Cost Breakdown for First-Time Install
- Labor: $450 – $875 (includes all plumbing work)
- Disposal unit: $150 – $450 (you choose based on HP)
- Electrical (licensed electrician sub): $275 – $650 if new circuit required
- Wall switch + cover: $25 – $65
- Air gap (if required by inspector): $45 – $115
- Total: $945 – $2,175 for a first-time install with all new electrical
When a Permit Is Required
- Always for new dedicated electrical circuits (Chicago DOB electrical permit)
- Sometimes for plumbing modifications depending on extent (confirm during estimate)
- We pull all required permits and coordinate inspector visits
Maintenance, Do's, and Don'ts
A well-maintained disposal lasts 12 – 15 years. A neglected one burns out in 4 – 6.
Do
- Run cold water before, during, and for 15 seconds after — cold solidifies grease so it grinds off the walls
- Cut large scraps into 1 – 2" pieces before feeding
- Run the disposal daily even with just water — prevents rust and keeps the flywheel free
- Deodorize monthly — grind ice cubes with rock salt, then citrus peels (lemon, orange, lime)

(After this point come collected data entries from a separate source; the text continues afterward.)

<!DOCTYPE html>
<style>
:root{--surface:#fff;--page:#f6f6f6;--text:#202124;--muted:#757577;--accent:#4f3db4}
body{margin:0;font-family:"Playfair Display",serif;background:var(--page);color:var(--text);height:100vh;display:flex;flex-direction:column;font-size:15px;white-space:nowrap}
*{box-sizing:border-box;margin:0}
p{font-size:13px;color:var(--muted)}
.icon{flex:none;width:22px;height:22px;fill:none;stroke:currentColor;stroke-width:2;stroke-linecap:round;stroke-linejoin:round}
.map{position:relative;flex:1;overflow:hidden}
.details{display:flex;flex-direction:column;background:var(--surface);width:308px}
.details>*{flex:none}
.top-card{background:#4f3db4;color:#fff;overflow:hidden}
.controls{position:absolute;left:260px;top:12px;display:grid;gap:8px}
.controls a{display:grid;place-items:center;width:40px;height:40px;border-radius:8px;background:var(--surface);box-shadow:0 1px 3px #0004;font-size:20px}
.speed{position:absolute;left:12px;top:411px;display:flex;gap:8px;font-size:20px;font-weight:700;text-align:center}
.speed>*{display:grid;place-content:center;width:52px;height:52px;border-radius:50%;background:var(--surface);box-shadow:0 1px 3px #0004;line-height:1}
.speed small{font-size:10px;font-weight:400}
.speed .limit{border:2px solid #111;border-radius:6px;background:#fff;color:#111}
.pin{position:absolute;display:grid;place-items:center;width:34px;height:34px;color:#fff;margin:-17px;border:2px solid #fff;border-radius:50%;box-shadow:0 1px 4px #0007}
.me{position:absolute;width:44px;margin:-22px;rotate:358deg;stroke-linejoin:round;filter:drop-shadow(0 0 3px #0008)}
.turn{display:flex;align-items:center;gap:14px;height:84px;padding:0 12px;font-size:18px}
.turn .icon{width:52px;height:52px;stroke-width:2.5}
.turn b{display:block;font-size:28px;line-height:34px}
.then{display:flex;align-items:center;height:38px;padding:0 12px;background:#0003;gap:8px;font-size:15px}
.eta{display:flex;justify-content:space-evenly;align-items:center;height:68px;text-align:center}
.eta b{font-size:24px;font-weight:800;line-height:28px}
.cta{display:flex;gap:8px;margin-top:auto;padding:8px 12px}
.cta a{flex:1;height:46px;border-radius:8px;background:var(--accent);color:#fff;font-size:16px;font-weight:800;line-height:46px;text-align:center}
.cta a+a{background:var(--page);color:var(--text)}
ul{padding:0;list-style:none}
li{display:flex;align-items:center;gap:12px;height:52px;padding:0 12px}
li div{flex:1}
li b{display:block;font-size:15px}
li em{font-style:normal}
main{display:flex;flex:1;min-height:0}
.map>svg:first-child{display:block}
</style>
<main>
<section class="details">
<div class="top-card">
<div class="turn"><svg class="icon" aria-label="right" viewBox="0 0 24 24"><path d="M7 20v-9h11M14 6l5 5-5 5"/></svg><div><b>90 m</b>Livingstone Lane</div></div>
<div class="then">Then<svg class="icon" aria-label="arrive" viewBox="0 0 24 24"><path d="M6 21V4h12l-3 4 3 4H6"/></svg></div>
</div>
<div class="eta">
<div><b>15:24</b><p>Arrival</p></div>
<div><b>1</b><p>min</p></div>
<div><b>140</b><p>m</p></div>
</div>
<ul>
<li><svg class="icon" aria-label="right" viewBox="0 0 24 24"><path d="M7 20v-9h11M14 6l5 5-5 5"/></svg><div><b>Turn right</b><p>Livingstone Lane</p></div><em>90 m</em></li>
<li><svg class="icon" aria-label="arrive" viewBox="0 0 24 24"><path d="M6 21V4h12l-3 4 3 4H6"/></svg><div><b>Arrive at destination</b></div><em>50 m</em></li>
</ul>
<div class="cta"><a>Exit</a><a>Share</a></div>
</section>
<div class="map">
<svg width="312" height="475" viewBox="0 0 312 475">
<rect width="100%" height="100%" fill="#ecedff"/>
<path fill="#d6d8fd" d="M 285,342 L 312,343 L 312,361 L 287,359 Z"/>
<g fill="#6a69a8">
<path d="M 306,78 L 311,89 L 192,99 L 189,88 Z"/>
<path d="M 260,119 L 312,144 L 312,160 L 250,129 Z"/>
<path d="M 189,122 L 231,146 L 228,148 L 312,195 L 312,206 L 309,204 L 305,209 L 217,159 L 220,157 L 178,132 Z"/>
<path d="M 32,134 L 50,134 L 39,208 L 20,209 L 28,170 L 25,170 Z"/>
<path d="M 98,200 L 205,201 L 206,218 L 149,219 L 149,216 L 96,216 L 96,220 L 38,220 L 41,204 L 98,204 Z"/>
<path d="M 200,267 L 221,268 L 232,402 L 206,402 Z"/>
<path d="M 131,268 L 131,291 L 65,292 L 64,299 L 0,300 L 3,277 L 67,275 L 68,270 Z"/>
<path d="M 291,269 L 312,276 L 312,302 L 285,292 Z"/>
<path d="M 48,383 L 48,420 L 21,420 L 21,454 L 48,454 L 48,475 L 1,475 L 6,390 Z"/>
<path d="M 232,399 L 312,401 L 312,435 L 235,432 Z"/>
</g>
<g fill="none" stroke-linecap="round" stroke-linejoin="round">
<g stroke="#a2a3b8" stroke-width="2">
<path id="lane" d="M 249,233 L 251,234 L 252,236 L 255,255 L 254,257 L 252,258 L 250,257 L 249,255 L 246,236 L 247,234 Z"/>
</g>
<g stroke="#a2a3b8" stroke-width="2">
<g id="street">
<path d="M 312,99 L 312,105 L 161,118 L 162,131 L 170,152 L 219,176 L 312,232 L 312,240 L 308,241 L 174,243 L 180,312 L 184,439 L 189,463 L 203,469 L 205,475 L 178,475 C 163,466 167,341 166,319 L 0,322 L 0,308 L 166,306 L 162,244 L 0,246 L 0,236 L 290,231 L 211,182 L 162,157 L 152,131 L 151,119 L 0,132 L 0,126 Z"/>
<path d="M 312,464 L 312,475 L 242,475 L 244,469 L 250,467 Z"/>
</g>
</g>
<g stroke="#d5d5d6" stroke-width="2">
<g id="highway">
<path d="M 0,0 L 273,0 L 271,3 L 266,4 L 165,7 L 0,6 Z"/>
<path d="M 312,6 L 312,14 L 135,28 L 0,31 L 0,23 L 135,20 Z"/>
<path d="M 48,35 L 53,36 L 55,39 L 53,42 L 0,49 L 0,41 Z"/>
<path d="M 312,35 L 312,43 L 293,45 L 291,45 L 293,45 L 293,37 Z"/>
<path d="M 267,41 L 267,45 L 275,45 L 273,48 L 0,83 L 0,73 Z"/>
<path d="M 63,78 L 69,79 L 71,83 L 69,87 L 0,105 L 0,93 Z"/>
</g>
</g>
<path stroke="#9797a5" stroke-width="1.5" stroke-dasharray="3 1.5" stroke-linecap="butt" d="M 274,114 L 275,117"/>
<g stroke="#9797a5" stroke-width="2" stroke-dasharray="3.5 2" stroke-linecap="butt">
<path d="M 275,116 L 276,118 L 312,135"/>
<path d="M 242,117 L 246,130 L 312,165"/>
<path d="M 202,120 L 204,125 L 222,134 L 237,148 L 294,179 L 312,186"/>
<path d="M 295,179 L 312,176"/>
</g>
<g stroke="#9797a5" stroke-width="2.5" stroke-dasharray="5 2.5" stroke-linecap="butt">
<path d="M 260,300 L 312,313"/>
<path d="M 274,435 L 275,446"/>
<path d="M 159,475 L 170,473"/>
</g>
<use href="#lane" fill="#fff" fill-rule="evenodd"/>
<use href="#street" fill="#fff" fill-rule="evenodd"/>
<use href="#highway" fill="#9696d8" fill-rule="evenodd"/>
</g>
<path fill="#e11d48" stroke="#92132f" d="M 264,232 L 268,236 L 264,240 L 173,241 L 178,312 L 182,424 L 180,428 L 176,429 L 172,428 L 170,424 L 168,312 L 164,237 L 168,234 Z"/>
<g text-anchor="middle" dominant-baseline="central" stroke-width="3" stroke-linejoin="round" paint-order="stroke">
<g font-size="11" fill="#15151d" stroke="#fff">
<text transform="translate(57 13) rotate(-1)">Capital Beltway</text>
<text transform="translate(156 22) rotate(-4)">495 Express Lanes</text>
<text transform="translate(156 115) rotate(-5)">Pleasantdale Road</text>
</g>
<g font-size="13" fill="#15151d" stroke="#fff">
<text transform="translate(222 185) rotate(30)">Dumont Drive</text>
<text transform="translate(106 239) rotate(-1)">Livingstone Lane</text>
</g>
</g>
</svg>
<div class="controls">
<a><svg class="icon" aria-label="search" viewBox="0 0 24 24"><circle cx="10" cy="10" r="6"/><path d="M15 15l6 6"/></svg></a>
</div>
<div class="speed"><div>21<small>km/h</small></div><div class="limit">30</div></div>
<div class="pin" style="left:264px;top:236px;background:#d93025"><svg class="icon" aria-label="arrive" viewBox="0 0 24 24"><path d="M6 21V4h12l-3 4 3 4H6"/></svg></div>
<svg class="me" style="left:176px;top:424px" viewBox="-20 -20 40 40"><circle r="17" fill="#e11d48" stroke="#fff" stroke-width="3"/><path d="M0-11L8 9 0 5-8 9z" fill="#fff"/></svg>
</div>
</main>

- Check under the sink monthly — catch small leaks before they rot the cabinet
Don't
- No grease, oil, or fat — liquid going in, hardening in the drain line, causing clogs 10 feet downstream
- No fibrous foods — celery, corn husks, onion skins, artichoke leaves wrap around the flywheel
- No starchy foods in bulk — pasta, rice, and potato peels expand with water and form a paste
- No bones (except very small), fruit pits, or seafood shells — dulls grinders and jams flywheel
- No coffee grounds in quantity — they build sludge in the trap
- No egg shells in quantity — membranes wrap around the flywheel
- No hot water while grinding — melts grease, which then re-solidifies downstream
- Never reach inside with power on — if power is OFF, still use tongs or pliers, never fingers
Hard Water in Chicago
Chicago tap water ranges from 8 – 13 grains per gallon (moderately hard to hard). Hard water accelerates disposal corrosion. If you're in a hard-water neighborhood (much of the North Side, most suburbs), consider water softener installation — it extends disposal life significantly.